Welcome back to the concluding part of my review-summary of Dava Sobel's Galileo's Daughter. In part one I covered how Galileo was a prodigious polymath, something which often gets lost in the simplified "he was imprisoned for teaching that the Sun goes around the Earth" version of events. I also looked briefly at Galileo as a man, ending with how for him, the idea of a conflict between natural inquiry and holy doctrine barely made sense.
In this second part, I'll begin with these now largely estranged viewpoints didn't pose a problem for Galileo's own philosophy, but then how this came into such prominent conflict with the Church. I'll end with a look at whether Sobel's own interpretation – that the problem was not one of a clash of world views – is really correct.
3) Galileo the Philosopher
Galileo, says Sobel, believed that God revealed truths through two books. One of these was Holy Scripture, which could never be wrong, but could be misinterpreted and wasn't intended to be taken literally. The second was nature itself, "this grand book the Universe". Observation was truth and could never be wrong. Where the two appeared in conflict, ultimately nature must prevail, and scripture recognised to be symbolic :
"Holy Scripture and Nature are both emanations from the divine word : the former dictated by the Holy Spirit, the latter the observant executrix of God's commands."
Key here is that while Galileo might be somewhat morally flexible, he really seems to have believed this. Nor was this an unusual or even unorthodox view. While Galileo himself popularised the famous quote that the Bible tells us how to go to heaven, not how the heavens go... the original source was no less than a Cardinal ! Indeed, the book is replete with high-ranking Church officials endorsing Galileo's work with some enthusiasm, and until the moment of the publication of the famous Dialogue, it would be hard to see him as being anything other than on the best of terms with the Church fathers.
Not everyone, it's true, was a fan, but the overwhelming nature of his detractors appears to have been one of envy. There might be a smattering of religious fanaticism here and there, but Galileo himself dismissed this as mere "pretended religion", a means to an end, not a sincere belief at all.

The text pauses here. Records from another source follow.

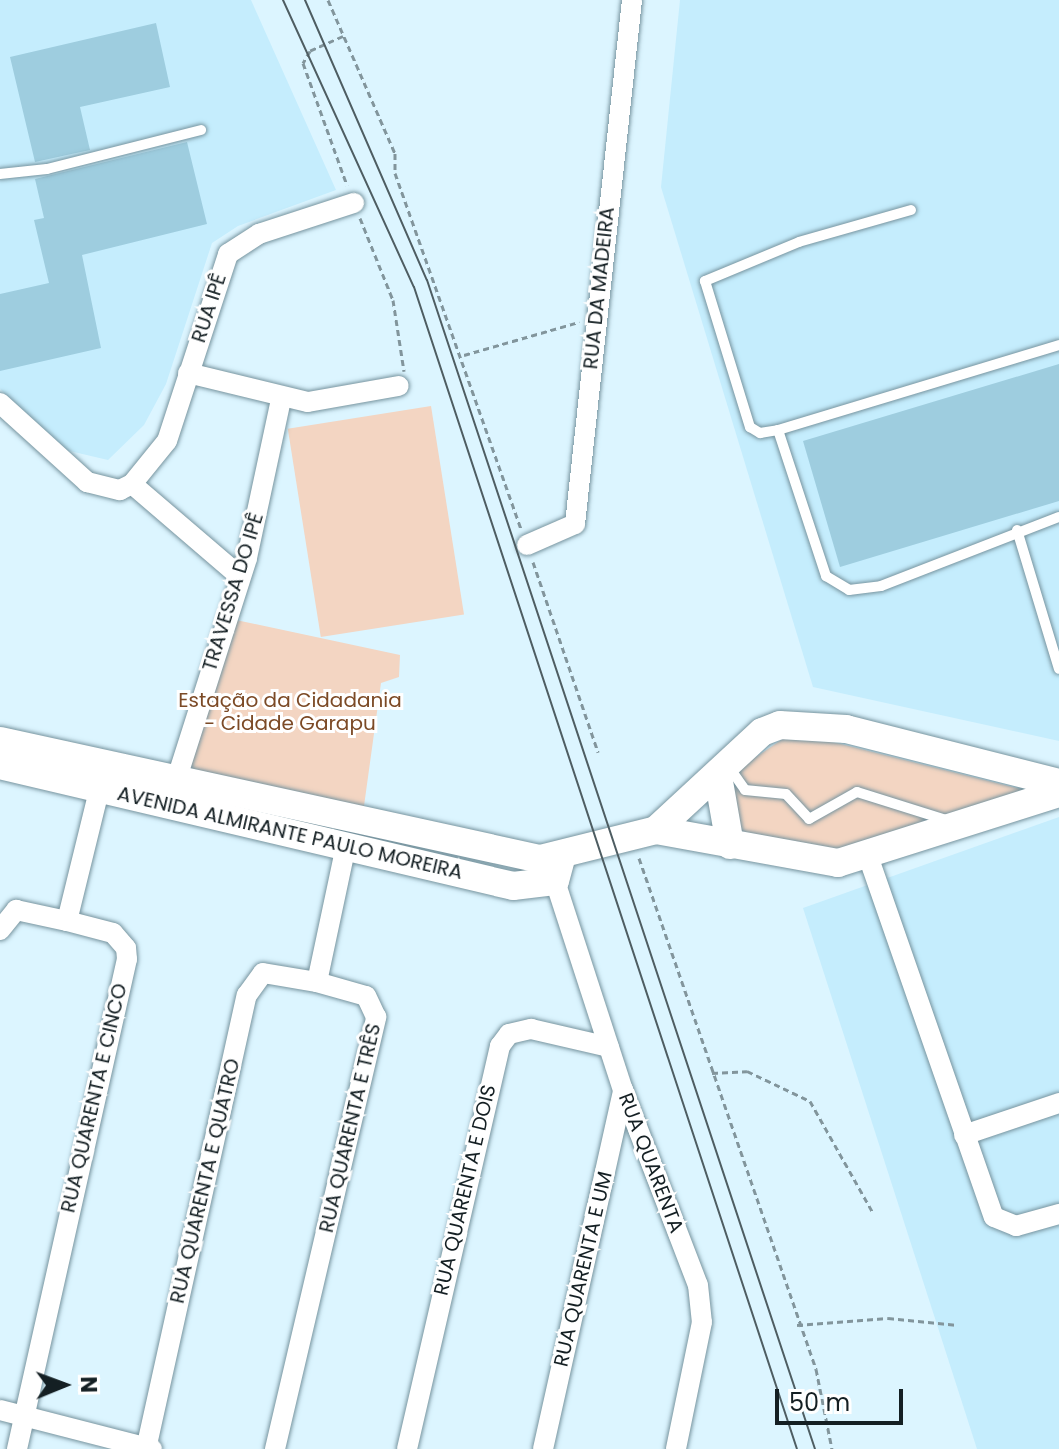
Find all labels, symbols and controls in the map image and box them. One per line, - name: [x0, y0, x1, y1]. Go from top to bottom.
- street label: RUA DA MADEIRA: [579, 206, 619, 370]
- street label: RUA IPÊ: [187, 270, 231, 346]
- street label: TRAVESSA DO IPÊ: [197, 510, 269, 674]
- park label: Estação da Cidadania - Cidade Garapu: [178, 688, 402, 735]
- street label: AVENIDA ALMIRANTE PAULO MOREIRA: [115, 782, 465, 884]
- street label: RUA QUARENTA E CINCO: [56, 981, 132, 1215]
- street label: RUA QUARENTA E TRÊS: [314, 1021, 386, 1235]
- street label: RUA QUARENTA E QUATRO: [165, 1056, 245, 1306]
- street label: RUA QUARENTA E DOIS: [429, 1082, 501, 1298]
- street label: RUA QUARENTA: [613, 1090, 689, 1236]
- street label: RUA QUARENTA E UM: [549, 1169, 617, 1369]
- north arrow: [24, 1345, 104, 1425]
- scale bar: [779, 1373, 907, 1423]
- text: N: [73, 1376, 104, 1393]
- text: 50 m: [789, 1386, 850, 1419]

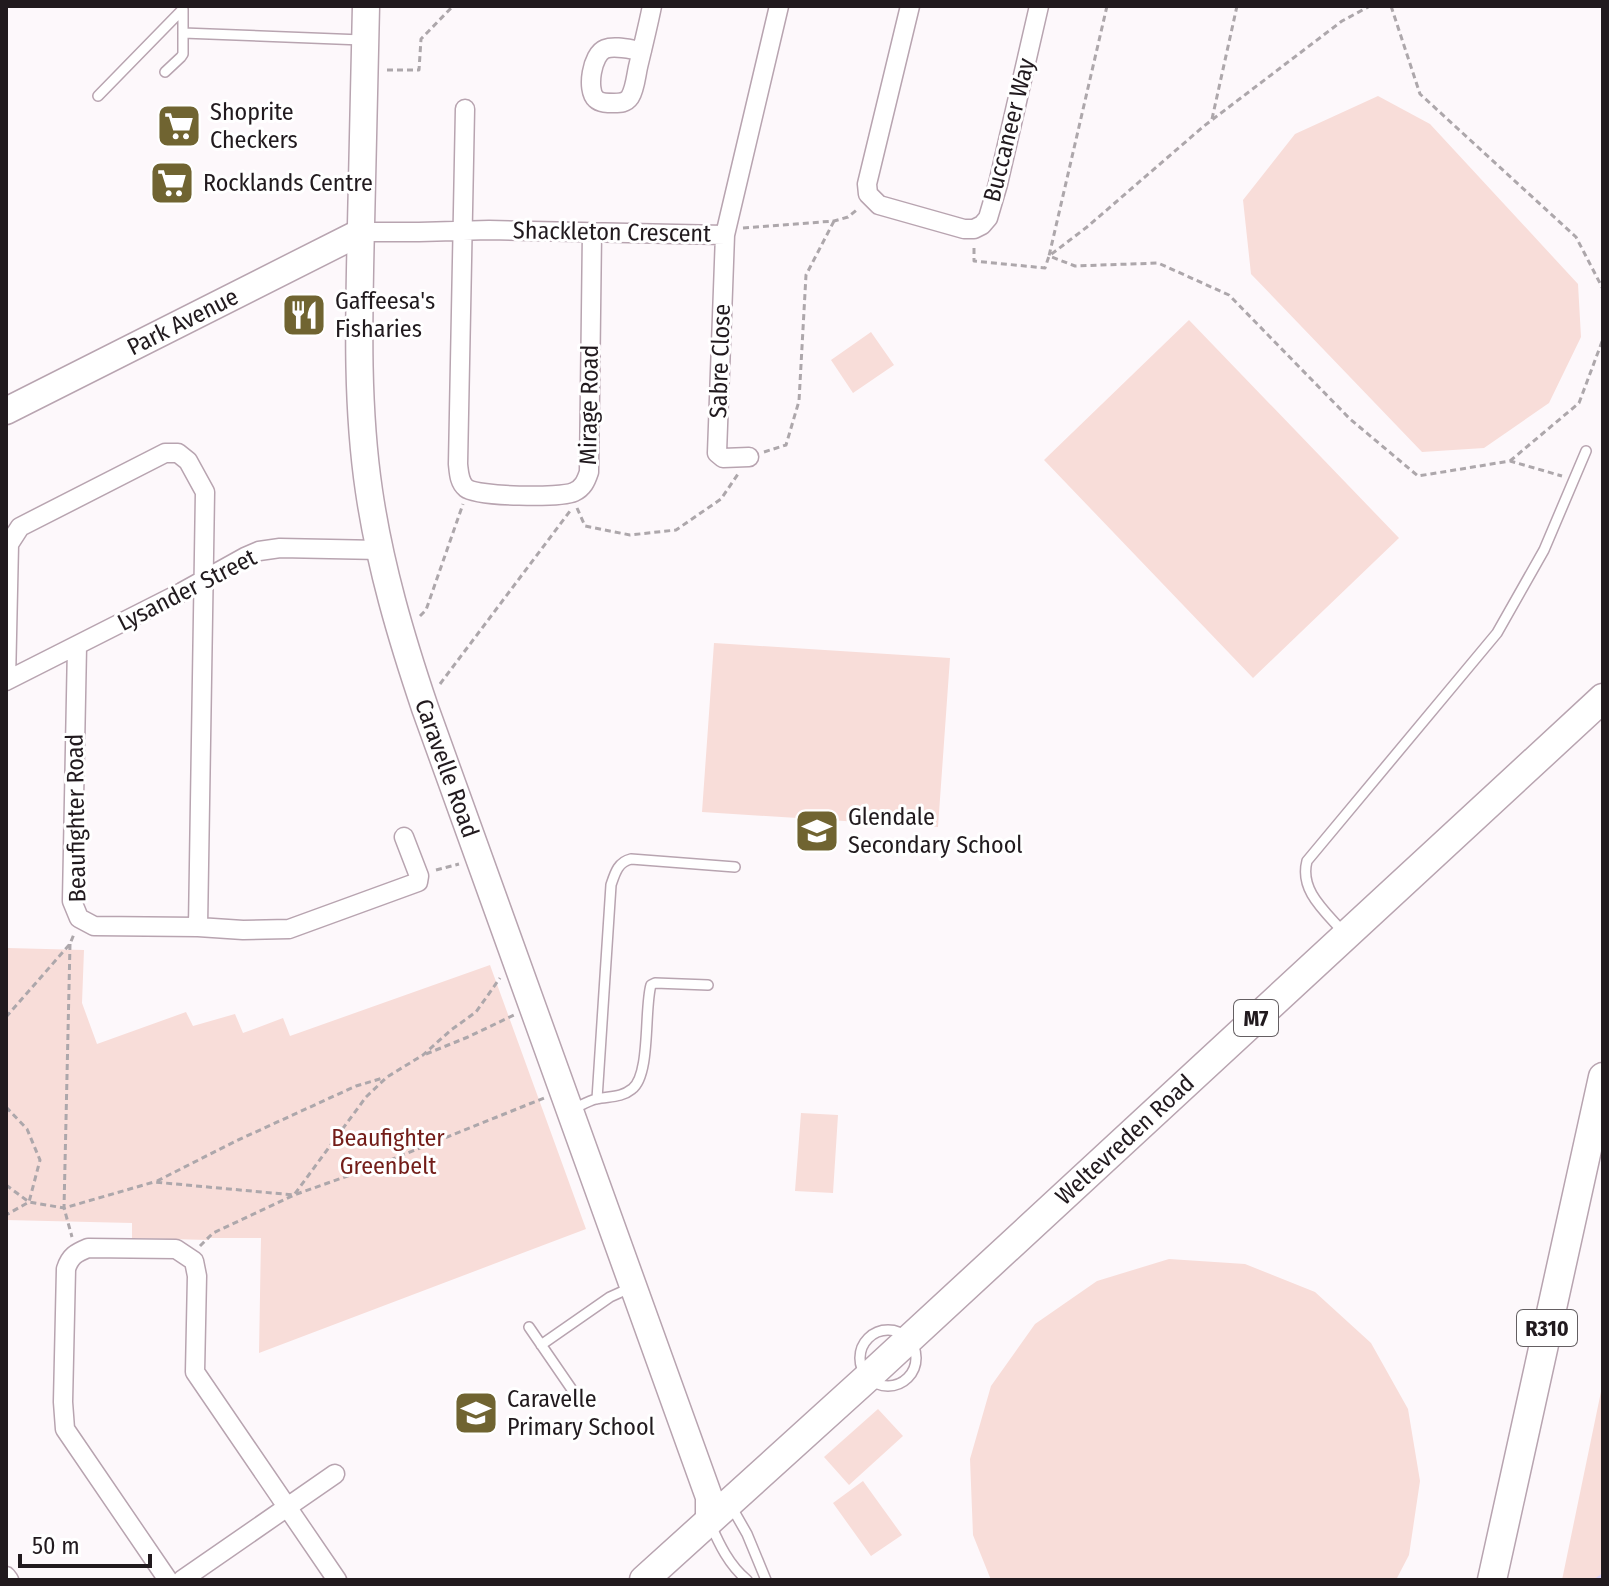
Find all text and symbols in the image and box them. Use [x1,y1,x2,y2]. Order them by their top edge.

This view of nature as the work of God led to a total rejection of the idea of intelligent design. He offers an argument for accepting uncertainty and rejecting the exalted status of mankind which is at once both theological and scientific :
"When I am told that an immense space interposed between the planetary orbits and the starry sphere would be useless and vain, being idle and devoid of stars, and that any immensity going beyond our comprehension would be superfluous for holding the fixed stars, I say that it is brash for our feebleness to attempt to judge the reason for God's actions, and to call everything in the universe vain and superfluous which does not serve us."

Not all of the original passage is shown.